[The data — start]
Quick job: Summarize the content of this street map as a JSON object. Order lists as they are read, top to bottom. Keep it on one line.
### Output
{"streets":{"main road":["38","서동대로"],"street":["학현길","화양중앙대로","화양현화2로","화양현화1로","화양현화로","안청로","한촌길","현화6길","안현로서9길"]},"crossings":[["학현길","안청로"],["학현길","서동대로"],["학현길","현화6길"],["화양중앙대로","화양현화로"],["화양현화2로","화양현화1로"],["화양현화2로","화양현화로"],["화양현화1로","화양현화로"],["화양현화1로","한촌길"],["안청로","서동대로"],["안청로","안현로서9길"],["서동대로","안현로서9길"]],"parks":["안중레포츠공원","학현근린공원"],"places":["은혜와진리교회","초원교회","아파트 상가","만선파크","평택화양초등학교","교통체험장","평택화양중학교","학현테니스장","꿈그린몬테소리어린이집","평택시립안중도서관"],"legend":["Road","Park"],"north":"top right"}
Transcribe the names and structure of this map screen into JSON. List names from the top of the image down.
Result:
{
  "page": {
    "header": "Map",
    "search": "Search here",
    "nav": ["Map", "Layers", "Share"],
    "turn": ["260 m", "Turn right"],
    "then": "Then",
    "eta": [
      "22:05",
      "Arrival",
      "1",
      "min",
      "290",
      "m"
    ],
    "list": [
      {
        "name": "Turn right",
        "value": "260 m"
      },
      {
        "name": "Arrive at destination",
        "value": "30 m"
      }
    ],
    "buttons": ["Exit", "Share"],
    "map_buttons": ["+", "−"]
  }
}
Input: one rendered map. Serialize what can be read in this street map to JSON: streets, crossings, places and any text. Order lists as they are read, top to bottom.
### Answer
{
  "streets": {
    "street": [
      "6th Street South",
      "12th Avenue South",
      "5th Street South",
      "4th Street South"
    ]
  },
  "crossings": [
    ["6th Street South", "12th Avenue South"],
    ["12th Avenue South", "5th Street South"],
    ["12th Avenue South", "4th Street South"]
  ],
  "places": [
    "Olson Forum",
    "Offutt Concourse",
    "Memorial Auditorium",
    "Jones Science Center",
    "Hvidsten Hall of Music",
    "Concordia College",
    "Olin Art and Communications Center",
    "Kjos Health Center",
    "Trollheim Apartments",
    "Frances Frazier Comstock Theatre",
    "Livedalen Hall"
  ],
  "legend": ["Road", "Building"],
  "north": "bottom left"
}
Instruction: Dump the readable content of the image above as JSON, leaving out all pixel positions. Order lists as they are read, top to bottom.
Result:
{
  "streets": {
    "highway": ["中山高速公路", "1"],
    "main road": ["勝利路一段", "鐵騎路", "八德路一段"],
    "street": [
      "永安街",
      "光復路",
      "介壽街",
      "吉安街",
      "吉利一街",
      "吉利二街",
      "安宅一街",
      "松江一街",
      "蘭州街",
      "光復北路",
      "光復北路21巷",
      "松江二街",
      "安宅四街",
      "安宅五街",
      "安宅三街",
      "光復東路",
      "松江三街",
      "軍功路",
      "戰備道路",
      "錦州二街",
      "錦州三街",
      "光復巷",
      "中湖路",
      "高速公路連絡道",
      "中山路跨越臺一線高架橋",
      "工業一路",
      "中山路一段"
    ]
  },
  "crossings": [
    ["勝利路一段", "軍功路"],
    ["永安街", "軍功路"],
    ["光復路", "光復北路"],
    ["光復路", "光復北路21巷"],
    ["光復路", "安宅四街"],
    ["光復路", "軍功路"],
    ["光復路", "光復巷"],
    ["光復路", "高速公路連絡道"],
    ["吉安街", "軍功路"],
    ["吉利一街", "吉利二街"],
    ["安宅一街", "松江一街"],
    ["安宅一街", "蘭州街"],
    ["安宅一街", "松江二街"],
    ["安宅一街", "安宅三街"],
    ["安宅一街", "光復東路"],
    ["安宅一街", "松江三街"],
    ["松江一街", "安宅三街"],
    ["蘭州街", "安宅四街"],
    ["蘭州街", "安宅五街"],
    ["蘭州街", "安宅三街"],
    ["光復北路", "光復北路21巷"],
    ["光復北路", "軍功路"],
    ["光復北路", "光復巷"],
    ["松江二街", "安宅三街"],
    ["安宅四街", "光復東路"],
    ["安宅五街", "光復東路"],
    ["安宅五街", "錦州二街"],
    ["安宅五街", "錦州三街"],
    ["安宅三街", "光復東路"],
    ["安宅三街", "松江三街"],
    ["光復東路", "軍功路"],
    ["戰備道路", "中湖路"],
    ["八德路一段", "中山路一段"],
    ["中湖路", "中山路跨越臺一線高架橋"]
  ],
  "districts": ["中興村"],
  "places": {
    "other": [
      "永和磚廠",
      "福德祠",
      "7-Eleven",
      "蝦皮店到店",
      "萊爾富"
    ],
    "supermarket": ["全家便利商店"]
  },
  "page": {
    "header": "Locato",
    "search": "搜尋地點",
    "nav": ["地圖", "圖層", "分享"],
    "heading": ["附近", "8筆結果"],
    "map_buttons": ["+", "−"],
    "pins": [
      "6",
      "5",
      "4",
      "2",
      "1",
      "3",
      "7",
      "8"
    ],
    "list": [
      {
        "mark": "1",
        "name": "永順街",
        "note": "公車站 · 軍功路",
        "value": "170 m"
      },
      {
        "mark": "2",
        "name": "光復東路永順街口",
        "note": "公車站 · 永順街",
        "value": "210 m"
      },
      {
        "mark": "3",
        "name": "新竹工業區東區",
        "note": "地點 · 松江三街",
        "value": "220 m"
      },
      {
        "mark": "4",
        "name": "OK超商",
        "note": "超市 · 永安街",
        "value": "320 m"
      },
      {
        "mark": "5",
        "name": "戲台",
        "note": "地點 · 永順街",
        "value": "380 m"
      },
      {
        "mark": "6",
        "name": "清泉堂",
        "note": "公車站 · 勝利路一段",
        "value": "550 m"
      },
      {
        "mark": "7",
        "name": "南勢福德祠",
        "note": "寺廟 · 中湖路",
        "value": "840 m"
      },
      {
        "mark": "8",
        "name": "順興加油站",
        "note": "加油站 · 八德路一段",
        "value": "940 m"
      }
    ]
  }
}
[The data — finish]
__Exercise prompt__. The data must be retyped in full, exactly as it reads.

__Output for this exercise__.
Quick job: Summarize the content of this street map as a JSON object. Order lists as they are read, top to bottom. Keep it on one line.
### Output
{"streets":{"main road":["38","서동대로"],"street":["학현길","화양중앙대로","화양현화2로","화양현화1로","화양현화로","안청로","한촌길","현화6길","안현로서9길"]},"crossings":[["학현길","안청로"],["학현길","서동대로"],["학현길","현화6길"],["화양중앙대로","화양현화로"],["화양현화2로","화양현화1로"],["화양현화2로","화양현화로"],["화양현화1로","화양현화로"],["화양현화1로","한촌길"],["안청로","서동대로"],["안청로","안현로서9길"],["서동대로","안현로서9길"]],"parks":["안중레포츠공원","학현근린공원"],"places":["은혜와진리교회","초원교회","아파트 상가","만선파크","평택화양초등학교","교통체험장","평택화양중학교","학현테니스장","꿈그린몬테소리어린이집","평택시립안중도서관"],"legend":["Road","Park"],"north":"top right"}
Transcribe the names and structure of this map screen into JSON. List names from the top of the image down.
Result:
{
  "page": {
    "header": "Map",
    "search": "Search here",
    "nav": ["Map", "Layers", "Share"],
    "turn": ["260 m", "Turn right"],
    "then": "Then",
    "eta": [
      "22:05",
      "Arrival",
      "1",
      "min",
      "290",
      "m"
    ],
    "list": [
      {
        "name": "Turn right",
        "value": "260 m"
      },
      {
        "name": "Arrive at destination",
        "value": "30 m"
      }
    ],
    "buttons": ["Exit", "Share"],
    "map_buttons": ["+", "−"]
  }
}
Input: one rendered map. Serialize what can be read in this street map to JSON: streets, crossings, places and any text. Order lists as they are read, top to bottom.
### Answer
{
  "streets": {
    "street": [
      "6th Street South",
      "12th Avenue South",
      "5th Street South",
      "4th Street South"
    ]
  },
  "crossings": [
    ["6th Street South", "12th Avenue South"],
    ["12th Avenue South", "5th Street South"],
    ["12th Avenue South", "4th Street South"]
  ],
  "places": [
    "Olson Forum",
    "Offutt Concourse",
    "Memorial Auditorium",
    "Jones Science Center",
    "Hvidsten Hall of Music",
    "Concordia College",
    "Olin Art and Communications Center",
    "Kjos Health Center",
    "Trollheim Apartments",
    "Frances Frazier Comstock Theatre",
    "Livedalen Hall"
  ],
  "legend": ["Road", "Building"],
  "north": "bottom left"
}
Instruction: Dump the readable content of the image above as JSON, leaving out all pixel positions. Order lists as they are read, top to bottom.
Result:
{
  "streets": {
    "highway": ["中山高速公路", "1"],
    "main road": ["勝利路一段", "鐵騎路", "八德路一段"],
    "street": [
      "永安街",
      "光復路",
      "介壽街",
      "吉安街",
      "吉利一街",
      "吉利二街",
      "安宅一街",
      "松江一街",
      "蘭州街",
      "光復北路",
      "光復北路21巷",
      "松江二街",
      "安宅四街",
      "安宅五街",
      "安宅三街",
      "光復東路",
      "松江三街",
      "軍功路",
      "戰備道路",
      "錦州二街",
      "錦州三街",
      "光復巷",
      "中湖路",
      "高速公路連絡道",
      "中山路跨越臺一線高架橋",
      "工業一路",
      "中山路一段"
    ]
  },
  "crossings": [
    ["勝利路一段", "軍功路"],
    ["永安街", "軍功路"],
    ["光復路", "光復北路"],
    ["光復路", "光復北路21巷"],
    ["光復路", "安宅四街"],
    ["光復路", "軍功路"],
    ["光復路", "光復巷"],
    ["光復路", "高速公路連絡道"],
    ["吉安街", "軍功路"],
    ["吉利一街", "吉利二街"],
    ["安宅一街", "松江一街"],
    ["安宅一街", "蘭州街"],
    ["安宅一街", "松江二街"],
    ["安宅一街", "安宅三街"],
    ["安宅一街", "光復東路"],
    ["安宅一街", "松江三街"],
    ["松江一街", "安宅三街"],
    ["蘭州街", "安宅四街"],
    ["蘭州街", "安宅五街"],
    ["蘭州街", "安宅三街"],
    ["光復北路", "光復北路21巷"],
    ["光復北路", "軍功路"],
    ["光復北路", "光復巷"],
    ["松江二街", "安宅三街"],
    ["安宅四街", "光復東路"],
    ["安宅五街", "光復東路"],
    ["安宅五街", "錦州二街"],
    ["安宅五街", "錦州三街"],
    ["安宅三街", "光復東路"],
    ["安宅三街", "松江三街"],
    ["光復東路", "軍功路"],
    ["戰備道路", "中湖路"],
    ["八德路一段", "中山路一段"],
    ["中湖路", "中山路跨越臺一線高架橋"]
  ],
  "districts": ["中興村"],
  "places": {
    "other": [
      "永和磚廠",
      "福德祠",
      "7-Eleven",
      "蝦皮店到店",
      "萊爾富"
    ],
    "supermarket": ["全家便利商店"]
  },
  "page": {
    "header": "Locato",
    "search": "搜尋地點",
    "nav": ["地圖", "圖層", "分享"],
    "heading": ["附近", "8筆結果"],
    "map_buttons": ["+", "−"],
    "pins": [
      "6",
      "5",
      "4",
      "2",
      "1",
      "3",
      "7",
      "8"
    ],
    "list": [
      {
        "mark": "1",
        "name": "永順街",
        "note": "公車站 · 軍功路",
        "value": "170 m"
      },
      {
        "mark": "2",
        "name": "光復東路永順街口",
        "note": "公車站 · 永順街",
        "value": "210 m"
      },
      {
        "mark": "3",
        "name": "新竹工業區東區",
        "note": "地點 · 松江三街",
        "value": "220 m"
      },
      {
        "mark": "4",
        "name": "OK超商",
        "note": "超市 · 永安街",
        "value": "320 m"
      },
      {
        "mark": "5",
        "name": "戲台",
        "note": "地點 · 永順街",
        "value": "380 m"
      },
      {
        "mark": "6",
        "name": "清泉堂",
        "note": "公車站 · 勝利路一段",
        "value": "550 m"
      },
      {
        "mark": "7",
        "name": "南勢福德祠",
        "note": "寺廟 · 中湖路",
        "value": "840 m"
      },
      {
        "mark": "8",
        "name": "順興加油站",
        "note": "加油站 · 八德路一段",
        "value": "940 m"
      }
    ]
  }
}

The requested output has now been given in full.